On Sep 23, 2013, at 4:20 AM, ianG <[email protected]> wrote:
>>> RSA today declared its own BSAFE toolkit and all versions of its
>>> Data Protection Manager insecure...
>
> Etc. Yes, we expect the company to declare itself near white, and the press
> to declare it blacker than the ace of spaces.
>
> Meanwhile, this list is about those who know how to analyse this sort of
> stuff, independently. So...
Indeed.
>> ... But they made Dual EC DRBG the default ...
>
> I don't see a lot of distance between choosing Dual_EC as default, and the
> conclusion that BSAFE & user-systems are insecure.
The conclusion it leads to is that *if used in the default mode*, it's (well,
it *may be*) unsafe. We know no more today about the quality of the
implementation than we did yesterday. (In fact, while I consider it a weak
argument ... if NSA had managed to sneak something into the code making it
insecure, they wouldn't have needed to make a *visible* change - changing the
default. So perhaps we have better reason to believe the rest of the code is
OK today than we did yesterday.)
> The question that remains is, was it an innocent mistake, or were they
> influenced by NSA?
a) How would knowing this change the actions you take today?
b) You've posed two alternatives as if they were the only ones. At the time
this default was chosen (2005 or thereabouts), it was *not* a "mistake". Dual
EC DRBG was in a just-published NIST standard. ECC was "hot" as the best of
the new stuff - with endorsements not just from NSA but from academic
researchers. Dual EC DRBG came with a self-test suite, so could guard itself
against a variety of attacks and other problems. Really, the only mark against
it *at the time* was that it was slower than the other methods - but we've
learned that trading speed for security is not a good way to go, so that was
not dispositive.
Since we know (or at least very strongly suspect) that the addition of Dual EC
DRBG to the NIST standards was influenced by NSA, the question of whether RSA
was also influenced is meaningless: If NSA had not gotten it into the
standard, RSA would probably not have implemented it. If you're asking whether
NSA directly influenced RSA to make it the default - I doubt it. They had
plenty of indirect ways to accomplish the same ends (by influencing the terms
of government purchases to make that a requirement or a strong suggestion)

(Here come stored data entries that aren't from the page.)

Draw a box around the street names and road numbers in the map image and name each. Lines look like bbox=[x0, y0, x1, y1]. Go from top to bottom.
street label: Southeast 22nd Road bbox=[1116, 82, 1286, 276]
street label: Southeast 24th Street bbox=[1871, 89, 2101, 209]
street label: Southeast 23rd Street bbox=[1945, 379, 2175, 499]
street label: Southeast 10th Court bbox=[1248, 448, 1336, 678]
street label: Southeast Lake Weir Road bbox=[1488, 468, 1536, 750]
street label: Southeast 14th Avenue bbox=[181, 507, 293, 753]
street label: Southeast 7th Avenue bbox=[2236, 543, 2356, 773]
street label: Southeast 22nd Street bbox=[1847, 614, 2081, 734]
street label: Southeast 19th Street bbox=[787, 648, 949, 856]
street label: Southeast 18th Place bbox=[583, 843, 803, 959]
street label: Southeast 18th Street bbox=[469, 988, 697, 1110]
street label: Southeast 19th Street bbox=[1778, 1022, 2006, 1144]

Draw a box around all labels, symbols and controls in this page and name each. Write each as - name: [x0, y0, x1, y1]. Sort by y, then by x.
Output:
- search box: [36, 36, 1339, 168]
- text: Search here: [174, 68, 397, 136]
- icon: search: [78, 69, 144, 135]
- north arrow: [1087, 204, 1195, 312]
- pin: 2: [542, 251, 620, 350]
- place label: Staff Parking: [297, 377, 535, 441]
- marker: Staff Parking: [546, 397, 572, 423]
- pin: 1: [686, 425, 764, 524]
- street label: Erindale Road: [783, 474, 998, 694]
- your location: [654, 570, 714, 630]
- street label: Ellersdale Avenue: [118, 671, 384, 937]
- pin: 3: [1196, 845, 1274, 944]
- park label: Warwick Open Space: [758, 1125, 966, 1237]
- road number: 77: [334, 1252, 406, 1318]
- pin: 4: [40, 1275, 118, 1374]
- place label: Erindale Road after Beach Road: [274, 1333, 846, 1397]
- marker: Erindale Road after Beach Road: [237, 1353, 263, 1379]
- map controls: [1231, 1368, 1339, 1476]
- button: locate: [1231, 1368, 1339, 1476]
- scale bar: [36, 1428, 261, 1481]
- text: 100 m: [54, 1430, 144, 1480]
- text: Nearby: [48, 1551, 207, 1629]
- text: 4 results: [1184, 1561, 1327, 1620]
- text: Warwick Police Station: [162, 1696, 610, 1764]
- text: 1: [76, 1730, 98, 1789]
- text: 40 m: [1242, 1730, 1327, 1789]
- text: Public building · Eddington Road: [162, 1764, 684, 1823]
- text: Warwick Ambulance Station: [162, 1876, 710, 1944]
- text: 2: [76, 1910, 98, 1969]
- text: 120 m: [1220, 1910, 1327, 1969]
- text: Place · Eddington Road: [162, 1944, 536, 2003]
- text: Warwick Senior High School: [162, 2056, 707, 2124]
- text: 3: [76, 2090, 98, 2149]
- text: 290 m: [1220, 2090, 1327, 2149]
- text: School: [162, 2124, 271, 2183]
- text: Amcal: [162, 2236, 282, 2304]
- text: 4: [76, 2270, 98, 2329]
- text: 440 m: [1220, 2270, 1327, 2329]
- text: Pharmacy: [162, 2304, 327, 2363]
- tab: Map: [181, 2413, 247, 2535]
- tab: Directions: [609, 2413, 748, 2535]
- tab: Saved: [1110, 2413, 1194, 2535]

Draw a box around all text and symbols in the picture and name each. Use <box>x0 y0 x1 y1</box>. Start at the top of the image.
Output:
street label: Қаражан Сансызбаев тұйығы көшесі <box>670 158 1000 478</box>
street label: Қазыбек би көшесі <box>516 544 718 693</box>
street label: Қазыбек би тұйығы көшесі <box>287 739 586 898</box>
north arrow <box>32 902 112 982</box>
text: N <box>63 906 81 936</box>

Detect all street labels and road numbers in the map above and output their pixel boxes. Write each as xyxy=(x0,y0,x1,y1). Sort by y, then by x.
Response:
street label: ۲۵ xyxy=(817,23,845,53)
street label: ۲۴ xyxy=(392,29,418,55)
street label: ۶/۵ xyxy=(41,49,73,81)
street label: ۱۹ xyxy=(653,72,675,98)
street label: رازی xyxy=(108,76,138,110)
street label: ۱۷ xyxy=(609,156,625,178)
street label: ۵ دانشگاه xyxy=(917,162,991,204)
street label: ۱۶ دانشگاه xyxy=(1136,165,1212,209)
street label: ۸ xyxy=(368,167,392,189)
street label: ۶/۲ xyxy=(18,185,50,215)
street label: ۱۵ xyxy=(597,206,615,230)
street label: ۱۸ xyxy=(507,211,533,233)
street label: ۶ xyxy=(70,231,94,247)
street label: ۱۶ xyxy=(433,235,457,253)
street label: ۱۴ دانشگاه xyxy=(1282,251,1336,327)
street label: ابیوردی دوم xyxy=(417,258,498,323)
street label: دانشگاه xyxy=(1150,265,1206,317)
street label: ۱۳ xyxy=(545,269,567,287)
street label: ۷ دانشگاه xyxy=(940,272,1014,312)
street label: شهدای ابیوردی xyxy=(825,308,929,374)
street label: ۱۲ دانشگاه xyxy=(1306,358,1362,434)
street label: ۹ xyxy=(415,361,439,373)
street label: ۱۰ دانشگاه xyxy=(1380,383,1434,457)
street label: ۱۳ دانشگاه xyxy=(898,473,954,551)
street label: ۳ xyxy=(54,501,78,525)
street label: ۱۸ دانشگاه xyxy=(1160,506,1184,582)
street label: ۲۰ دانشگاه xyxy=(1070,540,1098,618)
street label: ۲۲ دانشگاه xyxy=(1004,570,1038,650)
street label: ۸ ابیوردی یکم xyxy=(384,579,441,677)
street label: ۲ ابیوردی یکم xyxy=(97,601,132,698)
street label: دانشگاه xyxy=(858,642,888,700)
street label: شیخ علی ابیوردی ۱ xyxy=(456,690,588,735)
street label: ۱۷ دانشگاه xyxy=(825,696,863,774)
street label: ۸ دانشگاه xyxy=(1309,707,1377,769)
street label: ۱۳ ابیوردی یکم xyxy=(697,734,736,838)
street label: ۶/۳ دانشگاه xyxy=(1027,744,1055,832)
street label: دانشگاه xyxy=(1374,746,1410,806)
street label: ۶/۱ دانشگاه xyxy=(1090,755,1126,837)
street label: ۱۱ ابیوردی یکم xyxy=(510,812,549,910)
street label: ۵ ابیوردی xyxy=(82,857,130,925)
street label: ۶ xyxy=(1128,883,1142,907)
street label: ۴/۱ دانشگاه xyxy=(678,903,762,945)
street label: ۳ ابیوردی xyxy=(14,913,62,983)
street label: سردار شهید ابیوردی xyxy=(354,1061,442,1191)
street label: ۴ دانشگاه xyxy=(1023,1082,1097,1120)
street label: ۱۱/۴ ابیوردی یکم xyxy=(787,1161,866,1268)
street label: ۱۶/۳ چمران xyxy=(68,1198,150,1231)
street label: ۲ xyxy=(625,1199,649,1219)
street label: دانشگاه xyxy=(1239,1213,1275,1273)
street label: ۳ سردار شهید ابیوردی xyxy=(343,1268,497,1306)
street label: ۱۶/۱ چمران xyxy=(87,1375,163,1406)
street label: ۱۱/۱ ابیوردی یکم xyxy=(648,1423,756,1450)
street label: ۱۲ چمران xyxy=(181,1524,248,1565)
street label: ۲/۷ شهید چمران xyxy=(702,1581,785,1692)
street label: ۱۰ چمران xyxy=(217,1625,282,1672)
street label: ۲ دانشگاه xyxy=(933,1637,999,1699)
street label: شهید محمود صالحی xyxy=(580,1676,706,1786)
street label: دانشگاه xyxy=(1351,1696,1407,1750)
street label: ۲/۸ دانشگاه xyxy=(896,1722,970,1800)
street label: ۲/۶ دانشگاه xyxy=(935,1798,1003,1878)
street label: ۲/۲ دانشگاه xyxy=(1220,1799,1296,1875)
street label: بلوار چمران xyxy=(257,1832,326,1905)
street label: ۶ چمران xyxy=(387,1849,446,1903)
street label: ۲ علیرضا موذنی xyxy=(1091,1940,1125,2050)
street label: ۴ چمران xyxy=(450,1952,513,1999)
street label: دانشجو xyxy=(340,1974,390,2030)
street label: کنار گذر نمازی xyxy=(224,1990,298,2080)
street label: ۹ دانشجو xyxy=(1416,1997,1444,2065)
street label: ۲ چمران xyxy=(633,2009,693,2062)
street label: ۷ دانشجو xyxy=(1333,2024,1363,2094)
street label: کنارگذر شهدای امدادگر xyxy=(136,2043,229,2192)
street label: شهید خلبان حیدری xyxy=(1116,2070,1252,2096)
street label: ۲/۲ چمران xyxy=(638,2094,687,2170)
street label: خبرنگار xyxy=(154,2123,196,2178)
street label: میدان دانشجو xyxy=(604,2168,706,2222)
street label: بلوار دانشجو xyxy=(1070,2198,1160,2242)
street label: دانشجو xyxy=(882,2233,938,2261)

without leaving a trail behind.
> We don't have much solid evidence on that. But we can draw the dots, and a
> reasonable judgement can fill the missing pieces in.
And? It's cool for discussion, but has absolutely nothing to do with whether
(a) BSAFE is, indeed, safe if you use the current default (we assume not, at
least against NSA); (b) BSAFE is safe if you *change* the default (most will
likely assume so); (c) users of BSAFE or BSAFE-based products should make sure
the default is not used in products they build or use (if they're worried about
NSA, sure) (d) implementors and users of other crypto libraries should change
what they are doing (avoid Dual EC DRBG - but we already knew that).